Excerpted records -
· · ·
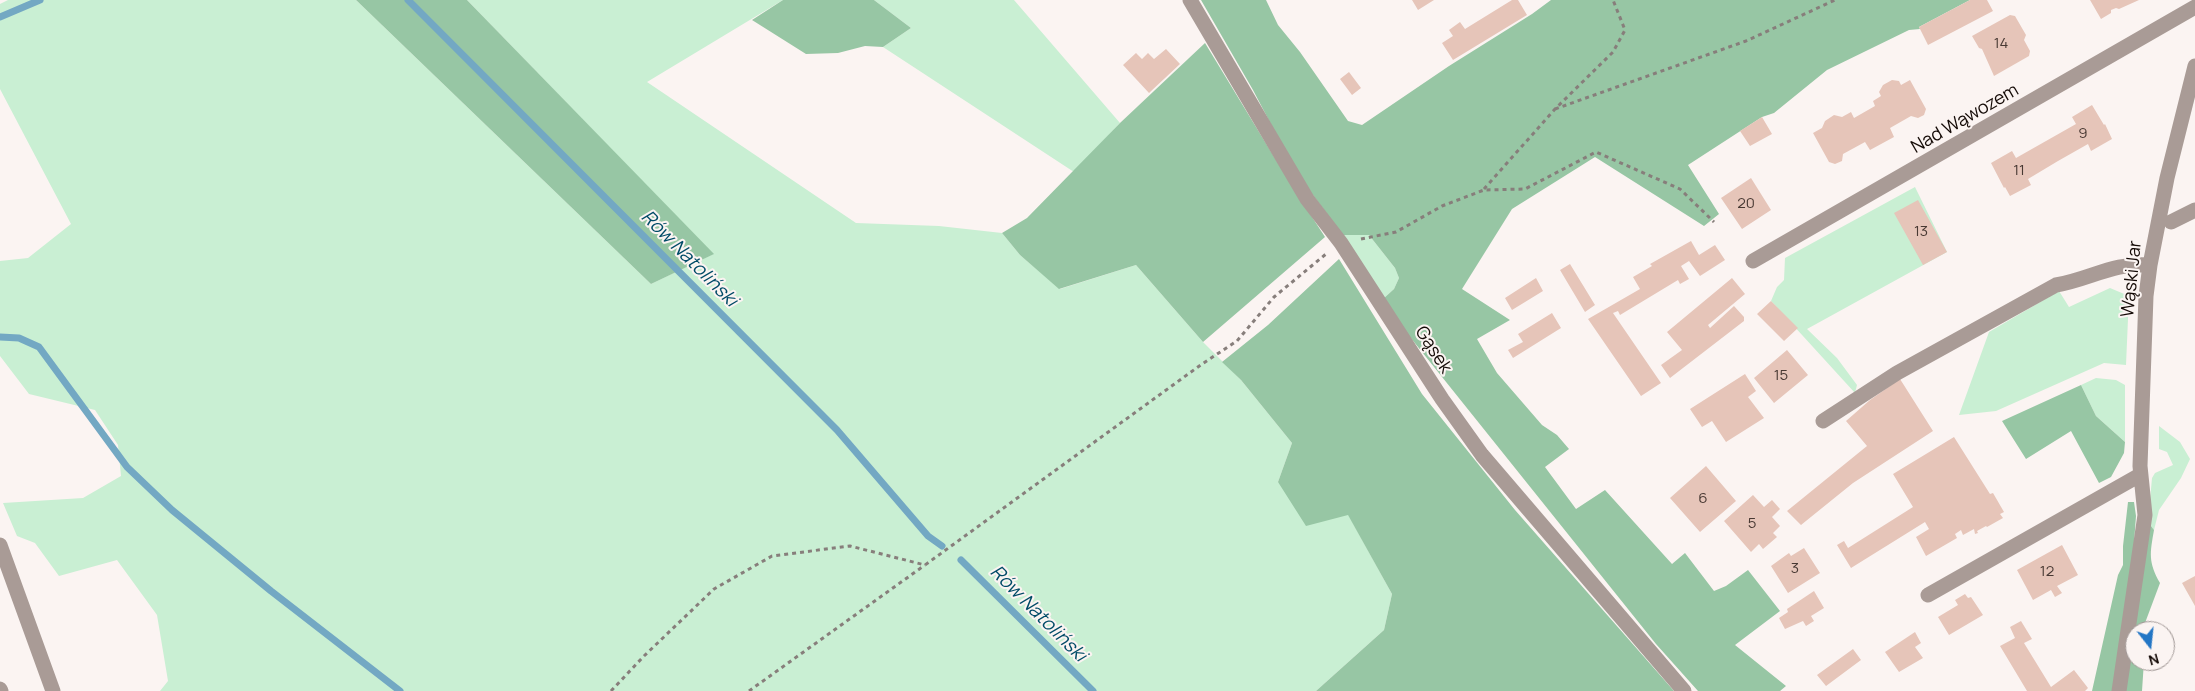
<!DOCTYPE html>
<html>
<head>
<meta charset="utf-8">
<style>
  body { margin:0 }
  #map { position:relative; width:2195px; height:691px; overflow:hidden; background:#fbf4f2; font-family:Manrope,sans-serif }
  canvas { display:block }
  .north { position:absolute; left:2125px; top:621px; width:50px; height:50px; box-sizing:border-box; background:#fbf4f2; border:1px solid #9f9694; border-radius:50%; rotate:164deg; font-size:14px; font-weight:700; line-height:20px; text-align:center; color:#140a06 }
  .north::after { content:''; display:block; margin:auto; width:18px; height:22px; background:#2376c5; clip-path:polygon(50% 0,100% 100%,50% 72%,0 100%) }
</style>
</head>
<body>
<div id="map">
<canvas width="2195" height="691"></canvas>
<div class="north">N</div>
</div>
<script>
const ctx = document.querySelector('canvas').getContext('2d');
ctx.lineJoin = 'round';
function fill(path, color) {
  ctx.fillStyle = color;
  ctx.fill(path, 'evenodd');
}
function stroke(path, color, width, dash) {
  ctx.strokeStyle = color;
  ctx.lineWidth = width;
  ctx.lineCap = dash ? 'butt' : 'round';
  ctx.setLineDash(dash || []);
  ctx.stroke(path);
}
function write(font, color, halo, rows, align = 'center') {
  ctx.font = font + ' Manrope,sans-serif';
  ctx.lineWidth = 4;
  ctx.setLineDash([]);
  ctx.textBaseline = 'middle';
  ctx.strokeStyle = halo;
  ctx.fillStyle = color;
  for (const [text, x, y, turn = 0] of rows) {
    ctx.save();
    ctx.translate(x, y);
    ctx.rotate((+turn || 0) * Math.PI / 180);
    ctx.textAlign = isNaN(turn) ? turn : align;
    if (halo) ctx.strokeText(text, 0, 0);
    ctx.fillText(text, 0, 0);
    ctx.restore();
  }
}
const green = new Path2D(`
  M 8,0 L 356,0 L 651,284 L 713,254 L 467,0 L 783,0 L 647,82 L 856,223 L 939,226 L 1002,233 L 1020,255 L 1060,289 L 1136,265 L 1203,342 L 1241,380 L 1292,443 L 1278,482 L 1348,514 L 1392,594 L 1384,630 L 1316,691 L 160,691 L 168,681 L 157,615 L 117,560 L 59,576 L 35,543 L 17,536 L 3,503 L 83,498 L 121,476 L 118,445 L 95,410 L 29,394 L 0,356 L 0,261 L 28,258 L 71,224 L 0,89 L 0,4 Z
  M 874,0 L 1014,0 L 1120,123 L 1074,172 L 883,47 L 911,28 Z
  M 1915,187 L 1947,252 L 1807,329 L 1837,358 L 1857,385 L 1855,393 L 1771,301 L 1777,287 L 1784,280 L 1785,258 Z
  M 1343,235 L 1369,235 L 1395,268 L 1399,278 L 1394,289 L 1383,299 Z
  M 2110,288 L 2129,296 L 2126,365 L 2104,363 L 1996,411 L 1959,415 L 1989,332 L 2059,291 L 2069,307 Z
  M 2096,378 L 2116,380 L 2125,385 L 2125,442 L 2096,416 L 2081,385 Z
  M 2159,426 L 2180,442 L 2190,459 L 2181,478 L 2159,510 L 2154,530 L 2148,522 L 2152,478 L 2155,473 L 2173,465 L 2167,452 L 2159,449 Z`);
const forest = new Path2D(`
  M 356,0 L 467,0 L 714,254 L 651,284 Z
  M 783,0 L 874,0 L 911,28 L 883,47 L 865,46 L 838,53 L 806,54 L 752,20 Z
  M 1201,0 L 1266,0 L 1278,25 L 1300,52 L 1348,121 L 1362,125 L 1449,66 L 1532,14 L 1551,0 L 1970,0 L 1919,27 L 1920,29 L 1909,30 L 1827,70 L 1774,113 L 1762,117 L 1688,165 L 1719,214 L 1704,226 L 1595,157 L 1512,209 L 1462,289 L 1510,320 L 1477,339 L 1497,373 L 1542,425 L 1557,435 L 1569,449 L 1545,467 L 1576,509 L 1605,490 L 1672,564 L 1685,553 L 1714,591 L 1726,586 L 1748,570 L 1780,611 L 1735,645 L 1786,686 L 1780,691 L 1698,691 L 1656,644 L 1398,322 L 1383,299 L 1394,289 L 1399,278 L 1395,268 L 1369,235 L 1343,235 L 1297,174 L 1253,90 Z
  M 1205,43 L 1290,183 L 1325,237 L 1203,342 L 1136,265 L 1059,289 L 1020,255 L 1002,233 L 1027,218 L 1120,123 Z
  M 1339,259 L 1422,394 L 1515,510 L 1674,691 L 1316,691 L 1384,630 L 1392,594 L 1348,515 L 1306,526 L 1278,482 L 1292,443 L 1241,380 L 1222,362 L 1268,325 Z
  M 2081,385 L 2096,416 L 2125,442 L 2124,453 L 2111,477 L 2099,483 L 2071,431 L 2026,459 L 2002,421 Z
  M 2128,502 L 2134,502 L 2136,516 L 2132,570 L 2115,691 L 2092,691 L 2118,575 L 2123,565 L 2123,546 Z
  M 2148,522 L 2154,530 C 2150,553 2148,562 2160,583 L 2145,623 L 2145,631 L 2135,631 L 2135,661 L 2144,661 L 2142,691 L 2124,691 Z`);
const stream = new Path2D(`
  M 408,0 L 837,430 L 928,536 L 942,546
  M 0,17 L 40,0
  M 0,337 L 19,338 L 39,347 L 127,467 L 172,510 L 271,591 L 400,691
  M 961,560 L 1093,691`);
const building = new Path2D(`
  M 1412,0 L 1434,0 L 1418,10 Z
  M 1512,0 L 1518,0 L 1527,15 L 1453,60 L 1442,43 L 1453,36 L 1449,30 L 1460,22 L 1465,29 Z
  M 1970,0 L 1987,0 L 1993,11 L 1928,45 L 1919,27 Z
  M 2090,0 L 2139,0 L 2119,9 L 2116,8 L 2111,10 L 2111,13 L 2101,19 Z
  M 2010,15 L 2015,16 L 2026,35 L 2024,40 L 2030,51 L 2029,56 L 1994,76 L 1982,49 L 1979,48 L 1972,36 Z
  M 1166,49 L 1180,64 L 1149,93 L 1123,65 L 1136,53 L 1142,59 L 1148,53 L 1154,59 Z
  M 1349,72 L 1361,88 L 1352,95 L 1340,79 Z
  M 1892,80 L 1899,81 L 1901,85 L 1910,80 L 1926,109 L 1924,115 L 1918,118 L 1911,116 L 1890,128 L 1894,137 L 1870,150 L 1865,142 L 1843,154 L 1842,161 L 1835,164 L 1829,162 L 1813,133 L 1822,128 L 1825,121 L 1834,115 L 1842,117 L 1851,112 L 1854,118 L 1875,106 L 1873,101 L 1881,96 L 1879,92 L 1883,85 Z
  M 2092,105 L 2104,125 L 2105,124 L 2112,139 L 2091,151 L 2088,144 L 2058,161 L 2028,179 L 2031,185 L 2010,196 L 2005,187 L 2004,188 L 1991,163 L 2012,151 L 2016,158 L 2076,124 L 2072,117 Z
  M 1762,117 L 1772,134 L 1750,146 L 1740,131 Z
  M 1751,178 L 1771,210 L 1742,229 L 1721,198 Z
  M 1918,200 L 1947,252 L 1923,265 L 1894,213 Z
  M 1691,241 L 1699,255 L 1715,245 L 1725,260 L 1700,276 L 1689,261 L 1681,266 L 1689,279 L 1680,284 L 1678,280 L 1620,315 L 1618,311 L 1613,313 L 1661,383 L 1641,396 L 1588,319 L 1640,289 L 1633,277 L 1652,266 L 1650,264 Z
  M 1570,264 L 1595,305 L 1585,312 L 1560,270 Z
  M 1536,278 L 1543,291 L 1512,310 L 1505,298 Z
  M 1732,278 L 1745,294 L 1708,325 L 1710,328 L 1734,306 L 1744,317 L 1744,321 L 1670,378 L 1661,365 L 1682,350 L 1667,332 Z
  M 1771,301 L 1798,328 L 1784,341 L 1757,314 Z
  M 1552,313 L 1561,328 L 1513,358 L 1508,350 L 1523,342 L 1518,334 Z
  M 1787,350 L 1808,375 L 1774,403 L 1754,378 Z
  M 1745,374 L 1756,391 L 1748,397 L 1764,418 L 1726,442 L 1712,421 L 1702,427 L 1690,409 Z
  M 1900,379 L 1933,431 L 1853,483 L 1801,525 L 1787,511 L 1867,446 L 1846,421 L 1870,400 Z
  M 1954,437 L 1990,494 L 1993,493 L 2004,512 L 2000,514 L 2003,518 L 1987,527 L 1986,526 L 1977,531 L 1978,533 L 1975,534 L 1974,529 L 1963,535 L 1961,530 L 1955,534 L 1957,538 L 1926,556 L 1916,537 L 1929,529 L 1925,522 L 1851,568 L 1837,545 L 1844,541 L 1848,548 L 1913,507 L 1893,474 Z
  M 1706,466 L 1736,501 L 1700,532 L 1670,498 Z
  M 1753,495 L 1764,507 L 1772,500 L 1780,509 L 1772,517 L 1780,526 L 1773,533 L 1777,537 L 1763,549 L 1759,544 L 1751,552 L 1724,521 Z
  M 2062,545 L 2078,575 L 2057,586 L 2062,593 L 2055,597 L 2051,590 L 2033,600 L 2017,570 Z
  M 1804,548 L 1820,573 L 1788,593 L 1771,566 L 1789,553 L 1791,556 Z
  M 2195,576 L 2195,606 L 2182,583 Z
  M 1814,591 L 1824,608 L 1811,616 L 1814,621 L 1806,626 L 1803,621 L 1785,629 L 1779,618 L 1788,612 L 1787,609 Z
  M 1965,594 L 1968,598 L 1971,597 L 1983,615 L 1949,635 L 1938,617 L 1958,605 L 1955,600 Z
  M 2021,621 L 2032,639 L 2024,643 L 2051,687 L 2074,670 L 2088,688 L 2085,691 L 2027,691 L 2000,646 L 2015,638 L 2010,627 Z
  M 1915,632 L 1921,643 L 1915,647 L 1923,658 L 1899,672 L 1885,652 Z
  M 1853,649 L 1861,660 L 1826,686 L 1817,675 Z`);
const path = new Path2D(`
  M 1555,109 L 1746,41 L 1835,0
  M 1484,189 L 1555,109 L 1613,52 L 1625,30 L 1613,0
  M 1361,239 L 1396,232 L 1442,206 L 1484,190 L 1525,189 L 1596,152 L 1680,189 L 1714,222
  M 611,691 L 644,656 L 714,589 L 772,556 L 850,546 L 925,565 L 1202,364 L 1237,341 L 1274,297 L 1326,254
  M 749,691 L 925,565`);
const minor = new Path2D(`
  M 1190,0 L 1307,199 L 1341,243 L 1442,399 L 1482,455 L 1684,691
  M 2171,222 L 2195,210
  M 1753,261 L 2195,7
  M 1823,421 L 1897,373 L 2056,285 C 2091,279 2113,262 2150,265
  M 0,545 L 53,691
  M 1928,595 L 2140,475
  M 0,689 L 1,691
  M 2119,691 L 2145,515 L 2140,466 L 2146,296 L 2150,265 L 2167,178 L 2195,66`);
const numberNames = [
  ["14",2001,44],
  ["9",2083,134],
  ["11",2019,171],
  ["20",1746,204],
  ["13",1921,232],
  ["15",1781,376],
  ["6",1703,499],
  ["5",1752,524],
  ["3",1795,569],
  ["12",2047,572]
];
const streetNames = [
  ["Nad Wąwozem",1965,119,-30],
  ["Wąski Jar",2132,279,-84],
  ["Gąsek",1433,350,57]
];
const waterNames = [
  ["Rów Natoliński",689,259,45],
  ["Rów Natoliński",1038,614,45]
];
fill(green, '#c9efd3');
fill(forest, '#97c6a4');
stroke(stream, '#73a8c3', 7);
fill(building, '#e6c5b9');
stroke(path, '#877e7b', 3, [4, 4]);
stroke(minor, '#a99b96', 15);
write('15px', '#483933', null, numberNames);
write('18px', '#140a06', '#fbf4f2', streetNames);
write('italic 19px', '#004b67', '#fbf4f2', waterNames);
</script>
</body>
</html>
· · ·
Your assignment -
What is needed is the exact run of lines from the start of the data through the line with "M 874,0 L 1014,0", both ends included, minus the pictures.

Exercise response -
<!DOCTYPE html>
<html>
<head>
<meta charset="utf-8">
<style>
  body { margin:0 }
  #map { position:relative; width:2195px; height:691px; overflow:hidden; background:#fbf4f2; font-family:Manrope,sans-serif }
  canvas { display:block }
  .north { position:absolute; left:2125px; top:621px; width:50px; height:50px; box-sizing:border-box; background:#fbf4f2; border:1px solid #9f9694; border-radius:50%; rotate:164deg; font-size:14px; font-weight:700; line-height:20px; text-align:center; color:#140a06 }
  .north::after { content:''; display:block; margin:auto; width:18px; height:22px; background:#2376c5; clip-path:polygon(50% 0,100% 100%,50% 72%,0 100%) }
</style>
</head>
<body>
<div id="map">
<canvas width="2195" height="691"></canvas>
<div class="north">N</div>
</div>
<script>
const ctx = document.querySelector('canvas').getContext('2d');
ctx.lineJoin = 'round';
function fill(path, color) {
  ctx.fillStyle = color;
  ctx.fill(path, 'evenodd');
}
function stroke(path, color, width, dash) {
  ctx.strokeStyle = color;
  ctx.lineWidth = width;
  ctx.lineCap = dash ? 'butt' : 'round';
  ctx.setLineDash(dash || []);
  ctx.stroke(path);
}
function write(font, color, halo, rows, align = 'center') {
  ctx.font = font + ' Manrope,sans-serif';
  ctx.lineWidth = 4;
  ctx.setLineDash([]);
  ctx.textBaseline = 'middle';
  ctx.strokeStyle = halo;
  ctx.fillStyle = color;
  for (const [text, x, y, turn = 0] of rows) {
    ctx.save();
    ctx.translate(x, y);
    ctx.rotate((+turn || 0) * Math.PI / 180);
    ctx.textAlign = isNaN(turn) ? turn : align;
    if (halo) ctx.strokeText(text, 0, 0);
    ctx.fillText(text, 0, 0);
    ctx.restore();
  }
}
const green = new Path2D(`
  M 8,0 L 356,0 L 651,284 L 713,254 L 467,0 L 783,0 L 647,82 L 856,223 L 939,226 L 1002,233 L 1020,255 L 1060,289 L 1136,265 L 1203,342 L 1241,380 L 1292,443 L 1278,482 L 1348,514 L 1392,594 L 1384,630 L 1316,691 L 160,691 L 168,681 L 157,615 L 117,560 L 59,576 L 35,543 L 17,536 L 3,503 L 83,498 L 121,476 L 118,445 L 95,410 L 29,394 L 0,356 L 0,261 L 28,258 L 71,224 L 0,89 L 0,4 Z
  M 874,0 L 1014,0 L 1120,123 L 1074,172 L 883,47 L 911,28 Z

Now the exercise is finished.